Deadline: January 4th, 11am
In this assignment, you will implement various autoencoder architectures on our beloved (Fashion) MNIST data. In particular, you will gain some insight into the problem of training convolutional autoencoders.
Building autencoders in Tensorflow is pretty simple. You need to define an encoding based on the input, a decoding based on the encoding, and a loss function that measures the distance between decoding and input. An obvious choice may be simply the mean squared error (but see below). To start off, you could try simple MLPs. Note that you are in no way obligated to choose the “reverse” encoder architecture for your encoder; e.g. you could use a 10-layer MLP as an encoder and a single layer as a decoder if you wanted. As a start, you can/should opt for an “undercomplete” architecture where the encoding is smaller than the data.

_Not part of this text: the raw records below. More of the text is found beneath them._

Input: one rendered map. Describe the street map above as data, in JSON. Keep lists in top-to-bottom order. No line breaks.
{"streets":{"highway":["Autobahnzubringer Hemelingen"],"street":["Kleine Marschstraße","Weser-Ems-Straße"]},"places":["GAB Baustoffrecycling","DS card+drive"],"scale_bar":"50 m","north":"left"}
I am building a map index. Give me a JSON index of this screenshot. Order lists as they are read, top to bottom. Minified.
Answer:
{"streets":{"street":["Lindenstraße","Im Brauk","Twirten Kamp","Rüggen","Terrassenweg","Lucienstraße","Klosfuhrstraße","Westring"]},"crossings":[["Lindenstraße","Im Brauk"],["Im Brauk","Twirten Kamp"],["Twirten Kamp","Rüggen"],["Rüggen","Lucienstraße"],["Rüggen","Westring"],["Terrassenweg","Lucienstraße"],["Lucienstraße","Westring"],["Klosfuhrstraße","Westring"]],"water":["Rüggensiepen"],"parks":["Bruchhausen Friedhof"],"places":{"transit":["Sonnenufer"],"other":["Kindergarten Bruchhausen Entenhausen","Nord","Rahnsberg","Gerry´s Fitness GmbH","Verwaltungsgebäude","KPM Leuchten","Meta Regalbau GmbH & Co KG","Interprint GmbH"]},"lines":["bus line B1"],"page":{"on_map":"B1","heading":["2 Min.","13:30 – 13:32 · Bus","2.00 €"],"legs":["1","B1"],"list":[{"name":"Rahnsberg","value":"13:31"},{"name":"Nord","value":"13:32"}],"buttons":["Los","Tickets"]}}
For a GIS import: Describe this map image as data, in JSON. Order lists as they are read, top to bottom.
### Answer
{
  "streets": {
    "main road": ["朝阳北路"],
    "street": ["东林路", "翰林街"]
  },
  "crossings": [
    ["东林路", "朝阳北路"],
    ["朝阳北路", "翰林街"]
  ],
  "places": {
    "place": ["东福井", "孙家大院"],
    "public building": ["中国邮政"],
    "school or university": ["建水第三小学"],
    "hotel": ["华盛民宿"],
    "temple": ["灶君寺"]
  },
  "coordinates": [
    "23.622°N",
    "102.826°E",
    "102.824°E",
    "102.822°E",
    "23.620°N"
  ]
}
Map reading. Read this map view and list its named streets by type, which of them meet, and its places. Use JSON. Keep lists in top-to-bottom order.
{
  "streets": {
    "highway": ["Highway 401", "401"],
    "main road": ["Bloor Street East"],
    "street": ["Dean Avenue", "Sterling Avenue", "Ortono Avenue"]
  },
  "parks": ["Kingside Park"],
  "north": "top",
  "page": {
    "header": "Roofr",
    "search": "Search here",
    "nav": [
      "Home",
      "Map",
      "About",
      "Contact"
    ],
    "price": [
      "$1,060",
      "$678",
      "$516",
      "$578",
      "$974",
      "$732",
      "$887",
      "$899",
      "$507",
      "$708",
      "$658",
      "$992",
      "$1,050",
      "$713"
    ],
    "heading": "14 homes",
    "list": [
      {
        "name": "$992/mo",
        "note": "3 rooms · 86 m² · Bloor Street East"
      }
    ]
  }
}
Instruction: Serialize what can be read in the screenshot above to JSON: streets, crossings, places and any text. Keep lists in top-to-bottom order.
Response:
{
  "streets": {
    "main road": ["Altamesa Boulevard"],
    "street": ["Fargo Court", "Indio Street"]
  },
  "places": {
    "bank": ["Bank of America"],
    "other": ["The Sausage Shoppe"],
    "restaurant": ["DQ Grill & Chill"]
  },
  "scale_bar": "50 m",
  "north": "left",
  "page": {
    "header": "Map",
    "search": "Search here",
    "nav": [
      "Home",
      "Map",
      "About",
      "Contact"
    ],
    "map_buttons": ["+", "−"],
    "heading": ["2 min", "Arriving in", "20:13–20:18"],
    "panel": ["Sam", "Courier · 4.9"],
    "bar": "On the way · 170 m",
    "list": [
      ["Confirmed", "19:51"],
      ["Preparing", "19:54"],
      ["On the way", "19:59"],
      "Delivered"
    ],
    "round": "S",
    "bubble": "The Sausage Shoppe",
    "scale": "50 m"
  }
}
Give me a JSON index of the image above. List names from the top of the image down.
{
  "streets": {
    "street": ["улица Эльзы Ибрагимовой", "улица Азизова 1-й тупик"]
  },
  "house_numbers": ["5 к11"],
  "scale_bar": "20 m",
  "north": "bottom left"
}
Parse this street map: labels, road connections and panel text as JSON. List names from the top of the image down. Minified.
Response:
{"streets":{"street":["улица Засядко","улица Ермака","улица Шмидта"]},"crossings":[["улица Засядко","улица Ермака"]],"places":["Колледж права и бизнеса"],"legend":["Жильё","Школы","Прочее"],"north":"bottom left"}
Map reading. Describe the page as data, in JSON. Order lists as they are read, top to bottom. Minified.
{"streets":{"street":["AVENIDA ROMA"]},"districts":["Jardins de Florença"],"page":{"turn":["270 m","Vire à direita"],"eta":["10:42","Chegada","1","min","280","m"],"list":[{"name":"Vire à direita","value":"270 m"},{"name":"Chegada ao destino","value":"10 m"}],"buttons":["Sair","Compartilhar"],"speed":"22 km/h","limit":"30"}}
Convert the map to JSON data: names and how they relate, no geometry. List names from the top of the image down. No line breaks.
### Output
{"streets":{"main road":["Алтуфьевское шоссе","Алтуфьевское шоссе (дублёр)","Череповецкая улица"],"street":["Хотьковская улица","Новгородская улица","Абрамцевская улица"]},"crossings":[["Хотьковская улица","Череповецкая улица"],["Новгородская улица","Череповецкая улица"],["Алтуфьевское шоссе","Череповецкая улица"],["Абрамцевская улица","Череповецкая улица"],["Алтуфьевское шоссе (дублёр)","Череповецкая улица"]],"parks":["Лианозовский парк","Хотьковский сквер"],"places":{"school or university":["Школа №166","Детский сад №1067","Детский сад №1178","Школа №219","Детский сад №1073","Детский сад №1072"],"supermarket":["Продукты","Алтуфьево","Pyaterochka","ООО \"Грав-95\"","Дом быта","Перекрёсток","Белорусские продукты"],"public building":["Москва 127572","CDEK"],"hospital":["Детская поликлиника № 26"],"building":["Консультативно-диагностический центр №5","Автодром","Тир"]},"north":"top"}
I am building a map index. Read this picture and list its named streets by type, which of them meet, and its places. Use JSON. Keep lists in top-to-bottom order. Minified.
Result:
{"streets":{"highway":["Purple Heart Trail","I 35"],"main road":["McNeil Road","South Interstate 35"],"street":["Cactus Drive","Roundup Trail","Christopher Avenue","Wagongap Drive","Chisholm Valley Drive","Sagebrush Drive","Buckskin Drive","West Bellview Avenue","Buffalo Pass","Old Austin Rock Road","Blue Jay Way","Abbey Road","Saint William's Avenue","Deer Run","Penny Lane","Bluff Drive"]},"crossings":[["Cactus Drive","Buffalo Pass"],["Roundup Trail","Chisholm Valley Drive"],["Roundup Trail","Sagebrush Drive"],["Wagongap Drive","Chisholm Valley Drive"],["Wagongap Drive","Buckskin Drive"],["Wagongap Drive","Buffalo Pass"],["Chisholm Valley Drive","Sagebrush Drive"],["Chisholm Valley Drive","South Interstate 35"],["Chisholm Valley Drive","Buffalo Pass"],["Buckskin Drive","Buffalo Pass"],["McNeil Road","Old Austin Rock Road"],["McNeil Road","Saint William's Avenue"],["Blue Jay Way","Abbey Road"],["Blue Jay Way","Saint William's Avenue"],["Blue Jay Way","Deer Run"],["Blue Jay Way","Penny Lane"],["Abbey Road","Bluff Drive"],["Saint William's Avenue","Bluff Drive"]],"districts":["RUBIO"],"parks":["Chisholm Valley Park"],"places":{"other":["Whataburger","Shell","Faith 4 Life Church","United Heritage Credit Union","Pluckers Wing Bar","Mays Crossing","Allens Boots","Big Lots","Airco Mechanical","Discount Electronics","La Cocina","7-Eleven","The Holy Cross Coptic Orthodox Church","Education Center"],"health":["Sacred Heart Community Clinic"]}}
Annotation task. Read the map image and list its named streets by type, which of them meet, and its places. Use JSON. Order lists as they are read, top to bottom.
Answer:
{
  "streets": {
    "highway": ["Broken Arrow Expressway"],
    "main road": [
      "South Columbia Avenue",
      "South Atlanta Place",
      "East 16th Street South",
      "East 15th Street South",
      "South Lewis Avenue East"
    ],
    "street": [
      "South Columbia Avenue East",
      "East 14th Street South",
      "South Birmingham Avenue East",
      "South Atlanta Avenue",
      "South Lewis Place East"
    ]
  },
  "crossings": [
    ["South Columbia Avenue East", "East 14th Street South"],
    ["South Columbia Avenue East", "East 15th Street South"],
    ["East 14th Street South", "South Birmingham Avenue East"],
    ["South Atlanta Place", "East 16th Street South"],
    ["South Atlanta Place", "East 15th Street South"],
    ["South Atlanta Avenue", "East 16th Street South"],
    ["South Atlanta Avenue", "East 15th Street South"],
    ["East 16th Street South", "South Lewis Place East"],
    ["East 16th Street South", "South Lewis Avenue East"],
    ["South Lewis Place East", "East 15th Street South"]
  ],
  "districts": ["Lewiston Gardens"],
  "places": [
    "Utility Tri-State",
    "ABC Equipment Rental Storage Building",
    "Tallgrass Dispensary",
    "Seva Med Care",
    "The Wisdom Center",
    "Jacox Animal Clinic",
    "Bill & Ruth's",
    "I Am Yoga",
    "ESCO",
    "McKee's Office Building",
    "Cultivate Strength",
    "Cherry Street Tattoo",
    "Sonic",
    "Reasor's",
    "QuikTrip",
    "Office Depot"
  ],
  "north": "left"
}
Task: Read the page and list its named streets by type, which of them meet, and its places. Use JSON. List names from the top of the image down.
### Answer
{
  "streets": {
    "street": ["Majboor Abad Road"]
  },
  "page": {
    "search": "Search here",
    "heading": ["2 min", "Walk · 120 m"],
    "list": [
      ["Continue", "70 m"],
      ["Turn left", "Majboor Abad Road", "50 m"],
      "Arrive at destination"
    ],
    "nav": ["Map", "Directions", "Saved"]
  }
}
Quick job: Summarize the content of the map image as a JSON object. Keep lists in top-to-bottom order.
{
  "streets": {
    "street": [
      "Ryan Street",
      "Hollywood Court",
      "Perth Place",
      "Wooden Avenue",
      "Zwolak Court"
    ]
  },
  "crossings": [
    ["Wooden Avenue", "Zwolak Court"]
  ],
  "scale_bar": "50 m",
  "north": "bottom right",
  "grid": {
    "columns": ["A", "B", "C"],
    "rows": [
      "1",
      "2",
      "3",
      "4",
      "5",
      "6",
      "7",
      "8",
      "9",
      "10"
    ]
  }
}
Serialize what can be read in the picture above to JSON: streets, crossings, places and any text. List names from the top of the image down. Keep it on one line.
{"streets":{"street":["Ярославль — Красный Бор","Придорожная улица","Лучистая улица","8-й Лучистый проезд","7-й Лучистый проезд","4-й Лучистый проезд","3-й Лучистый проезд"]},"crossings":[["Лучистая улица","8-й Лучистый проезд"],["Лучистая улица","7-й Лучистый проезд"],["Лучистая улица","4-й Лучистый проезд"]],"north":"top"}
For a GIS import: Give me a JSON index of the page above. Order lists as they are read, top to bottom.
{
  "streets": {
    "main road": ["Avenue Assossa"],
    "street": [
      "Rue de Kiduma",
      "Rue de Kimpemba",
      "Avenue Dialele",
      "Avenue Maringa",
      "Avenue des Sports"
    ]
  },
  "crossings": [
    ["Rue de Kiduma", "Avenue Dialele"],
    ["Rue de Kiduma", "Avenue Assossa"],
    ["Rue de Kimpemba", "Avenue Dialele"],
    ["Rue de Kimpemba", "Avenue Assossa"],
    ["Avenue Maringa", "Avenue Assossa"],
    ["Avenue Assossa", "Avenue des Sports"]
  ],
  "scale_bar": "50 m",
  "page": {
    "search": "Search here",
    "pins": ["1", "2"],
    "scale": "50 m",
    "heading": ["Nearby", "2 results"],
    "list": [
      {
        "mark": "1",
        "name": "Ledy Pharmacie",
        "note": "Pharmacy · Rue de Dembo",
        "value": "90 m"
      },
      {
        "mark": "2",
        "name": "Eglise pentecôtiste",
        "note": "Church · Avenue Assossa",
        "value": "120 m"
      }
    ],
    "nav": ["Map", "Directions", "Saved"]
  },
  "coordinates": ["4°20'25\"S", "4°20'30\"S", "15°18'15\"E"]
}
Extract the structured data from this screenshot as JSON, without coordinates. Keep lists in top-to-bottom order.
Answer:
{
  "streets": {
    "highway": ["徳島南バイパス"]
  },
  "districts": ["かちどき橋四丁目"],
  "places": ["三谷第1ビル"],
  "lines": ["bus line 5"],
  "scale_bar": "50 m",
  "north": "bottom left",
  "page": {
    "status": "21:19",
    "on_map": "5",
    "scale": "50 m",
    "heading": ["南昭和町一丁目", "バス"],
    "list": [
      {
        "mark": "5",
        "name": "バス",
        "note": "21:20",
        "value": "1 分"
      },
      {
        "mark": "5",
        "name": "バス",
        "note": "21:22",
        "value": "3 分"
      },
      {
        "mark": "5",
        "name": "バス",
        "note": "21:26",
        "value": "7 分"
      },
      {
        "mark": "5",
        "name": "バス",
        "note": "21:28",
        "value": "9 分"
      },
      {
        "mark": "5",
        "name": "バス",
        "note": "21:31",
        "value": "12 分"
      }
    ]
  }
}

Note: The activation function of the last decoder layer is very important, as it needs to be able to map the input data range. Having data in the range [0, 1] allows you to use a sigmoid output activation, for example. Experiment with different activations such as sigmoid, relu or linear (no) activation and see how it affects the model. Your loss function should also “fit” the output function, e.g. a sigmoid output layer goes well with a binary (!) cross-entropy loss.
Next, you should switch to a convolutional encoder/decoder to make use of the
fact that we are working with image data. The encoding should simply be one or
more convolutional layers, with any filter size and number of filters (you can
optionally apply fully-connected layers at the end). As an “inverse” of a
Conv2D, Conv2DTranspose is commonly used. However,
you could also use UpSampling2D along with regular convolutions.
Again, there is no
requirement to make the parameters of encoder and decoder “fit”, e.g. you don’t
need to use the same filter sizes. However, you need to take care when choosing
padding/strides such that the output has the same dimensions as the input. This
can be a problem with MNIST (why?).
It also means that the last
convolutional (transpose) layer should have as many filters as the input
space (e.g. one filter for MNIST or three for CIFAR).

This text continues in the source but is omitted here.